Grahame Grieve (Mar 20 2018 at 19:15):
Connectathon track write up: http://wiki.hl7.org/index.php?title=201805_Clinical_Notes_Track
Brian Postlethwaite (Mar 23 2018 at 00:02):
Or the narrative in a Basic resource of some sort. ;)
Dave Barnet (May 21 2018 at 14:55):
I also have the requirement to send plain text in a message (along with structured data). I've read the Connectathon write up (201805 Clinical Notes Track), which said it was going to test DocumentReference & DiagnosticReport. I can only see a write up of DocumentReference, the Argonaut Clinical Notes HomePage doesn't seem to link to anywhere useful (for me to view the Clinical Notes profiling) & Clinical Notes don't seem to have made it onto the US Core Implementation Guide site yet. From what I can see, to send some plain text, you create a DocumentReference, use DocumentReference.type to say what sort of plain text is being transmitted, you convert your plain text to base64 and put that in DocumentReference.content.attachment.data and set DocumentReference.content.attachment.contentType to "text/plain". Does that sound about right? - or has the thinking moved on? (perhaps to along the lines of Brian's thoughts of having a Basic resource with an Annotation & type code extension)
Lloyd McKenzie (May 21 2018 at 15:19):
@Brett Marquard
Brett Marquard (May 21 2018 at 15:32):
The write-up on clinical notes will improve significantly in June -- we have been trying a few different approaches out.
Brett Marquard (May 21 2018 at 15:33):
Your understanding of our current approach is correct (DocumentReference.content.attachment.data and set DocumentReference.content.attachment.contentType to "text/plain". )
Brett Marquard (May 21 2018 at 15:35):
DiagnosticReport is a bit tricky -- it's not clear all vendors will expose through DocumentReference.
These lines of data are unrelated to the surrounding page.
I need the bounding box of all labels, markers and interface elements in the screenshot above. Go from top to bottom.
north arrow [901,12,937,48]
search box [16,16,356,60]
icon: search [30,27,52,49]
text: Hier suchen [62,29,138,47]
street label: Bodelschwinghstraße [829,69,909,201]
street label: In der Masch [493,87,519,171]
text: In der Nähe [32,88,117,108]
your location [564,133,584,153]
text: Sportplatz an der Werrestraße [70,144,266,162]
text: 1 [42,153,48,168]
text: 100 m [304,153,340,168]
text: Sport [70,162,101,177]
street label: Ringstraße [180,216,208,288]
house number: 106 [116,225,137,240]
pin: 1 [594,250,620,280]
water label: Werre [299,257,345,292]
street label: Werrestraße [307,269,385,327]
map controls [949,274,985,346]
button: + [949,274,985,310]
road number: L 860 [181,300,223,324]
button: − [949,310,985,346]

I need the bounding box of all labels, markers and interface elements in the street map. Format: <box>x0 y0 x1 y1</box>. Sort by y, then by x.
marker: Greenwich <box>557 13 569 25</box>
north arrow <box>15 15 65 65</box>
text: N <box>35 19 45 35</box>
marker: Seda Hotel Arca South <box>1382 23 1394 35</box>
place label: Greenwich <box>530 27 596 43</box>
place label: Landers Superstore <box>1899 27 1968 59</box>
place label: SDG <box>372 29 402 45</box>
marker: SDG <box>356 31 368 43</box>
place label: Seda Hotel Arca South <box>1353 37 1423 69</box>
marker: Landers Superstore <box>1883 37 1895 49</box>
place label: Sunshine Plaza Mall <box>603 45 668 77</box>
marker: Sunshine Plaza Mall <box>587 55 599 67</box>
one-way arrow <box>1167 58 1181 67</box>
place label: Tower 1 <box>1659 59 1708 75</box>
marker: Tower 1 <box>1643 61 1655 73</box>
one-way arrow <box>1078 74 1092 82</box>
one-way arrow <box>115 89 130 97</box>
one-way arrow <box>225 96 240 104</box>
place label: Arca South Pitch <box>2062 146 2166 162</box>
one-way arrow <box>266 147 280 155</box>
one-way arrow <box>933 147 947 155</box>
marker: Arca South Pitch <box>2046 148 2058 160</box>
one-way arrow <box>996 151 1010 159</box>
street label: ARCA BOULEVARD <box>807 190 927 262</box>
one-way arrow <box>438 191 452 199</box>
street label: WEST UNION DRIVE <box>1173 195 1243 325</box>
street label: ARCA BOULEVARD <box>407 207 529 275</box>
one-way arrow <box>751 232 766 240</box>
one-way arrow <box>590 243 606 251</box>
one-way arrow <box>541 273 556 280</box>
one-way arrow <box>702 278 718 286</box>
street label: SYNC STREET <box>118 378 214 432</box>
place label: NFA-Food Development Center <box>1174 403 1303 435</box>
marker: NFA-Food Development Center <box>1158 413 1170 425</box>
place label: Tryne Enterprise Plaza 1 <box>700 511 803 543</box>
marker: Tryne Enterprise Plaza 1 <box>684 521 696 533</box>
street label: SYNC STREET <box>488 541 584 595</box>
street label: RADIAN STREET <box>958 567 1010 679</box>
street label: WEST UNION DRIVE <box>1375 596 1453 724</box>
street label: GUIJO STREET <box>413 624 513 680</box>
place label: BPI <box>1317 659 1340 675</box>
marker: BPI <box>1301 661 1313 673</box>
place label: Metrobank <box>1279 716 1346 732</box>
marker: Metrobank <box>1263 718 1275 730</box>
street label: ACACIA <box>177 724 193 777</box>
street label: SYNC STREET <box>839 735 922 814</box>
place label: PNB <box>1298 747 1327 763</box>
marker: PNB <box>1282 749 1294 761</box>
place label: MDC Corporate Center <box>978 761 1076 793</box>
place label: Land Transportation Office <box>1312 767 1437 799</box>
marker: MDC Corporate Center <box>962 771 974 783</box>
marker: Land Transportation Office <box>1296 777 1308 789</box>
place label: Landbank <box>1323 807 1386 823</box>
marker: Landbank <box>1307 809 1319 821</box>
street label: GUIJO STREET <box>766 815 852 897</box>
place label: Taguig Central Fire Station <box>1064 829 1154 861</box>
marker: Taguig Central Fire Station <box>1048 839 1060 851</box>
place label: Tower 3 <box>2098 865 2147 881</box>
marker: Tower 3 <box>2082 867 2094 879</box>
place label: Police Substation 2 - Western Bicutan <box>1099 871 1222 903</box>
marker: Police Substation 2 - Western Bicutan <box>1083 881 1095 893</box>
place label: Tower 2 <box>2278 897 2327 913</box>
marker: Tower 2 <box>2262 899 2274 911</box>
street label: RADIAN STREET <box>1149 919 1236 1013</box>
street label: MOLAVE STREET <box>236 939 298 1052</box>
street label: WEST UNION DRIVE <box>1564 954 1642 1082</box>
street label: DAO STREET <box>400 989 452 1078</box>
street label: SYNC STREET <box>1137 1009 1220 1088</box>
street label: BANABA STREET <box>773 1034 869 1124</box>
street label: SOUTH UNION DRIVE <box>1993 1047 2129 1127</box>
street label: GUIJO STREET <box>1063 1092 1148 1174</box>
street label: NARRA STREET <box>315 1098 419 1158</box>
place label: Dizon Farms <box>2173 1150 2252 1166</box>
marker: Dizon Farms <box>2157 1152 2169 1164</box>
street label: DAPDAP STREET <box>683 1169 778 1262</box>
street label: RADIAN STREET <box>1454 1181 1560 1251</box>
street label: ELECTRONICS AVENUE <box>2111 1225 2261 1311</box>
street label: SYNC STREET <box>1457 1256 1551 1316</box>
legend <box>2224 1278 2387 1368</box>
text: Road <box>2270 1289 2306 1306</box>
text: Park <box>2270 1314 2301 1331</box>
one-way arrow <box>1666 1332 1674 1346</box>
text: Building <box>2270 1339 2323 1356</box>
We agreed to focus our energy on these five types:
Discharge documentation (18842-5)
Consultation (11488-4)
History & Physical (34117-2)
Progress note (11506-3)
Procedures note (28570-0)
Brett Marquard (May 21 2018 at 15:36):
This summary presentation to patient care last week might be helpful.
Michael Donnelly (May 21 2018 at 20:10):
@Dave Barnet If an example would help, we've got a set of Postman requests you can check out: https://www.getpostman.com/collections/80389c641f9570e2745b
Michael Donnelly (May 21 2018 at 20:11):
The attachment content in there is base 64 encoded plaintext.
Michael Donnelly (May 21 2018 at 20:11):
You have to use the native Postman client (not the Chrome app) for these to work.
Dwight Walker (Jul 08 2018 at 14:45):
I am guessing that raw text would be loaded in Postman.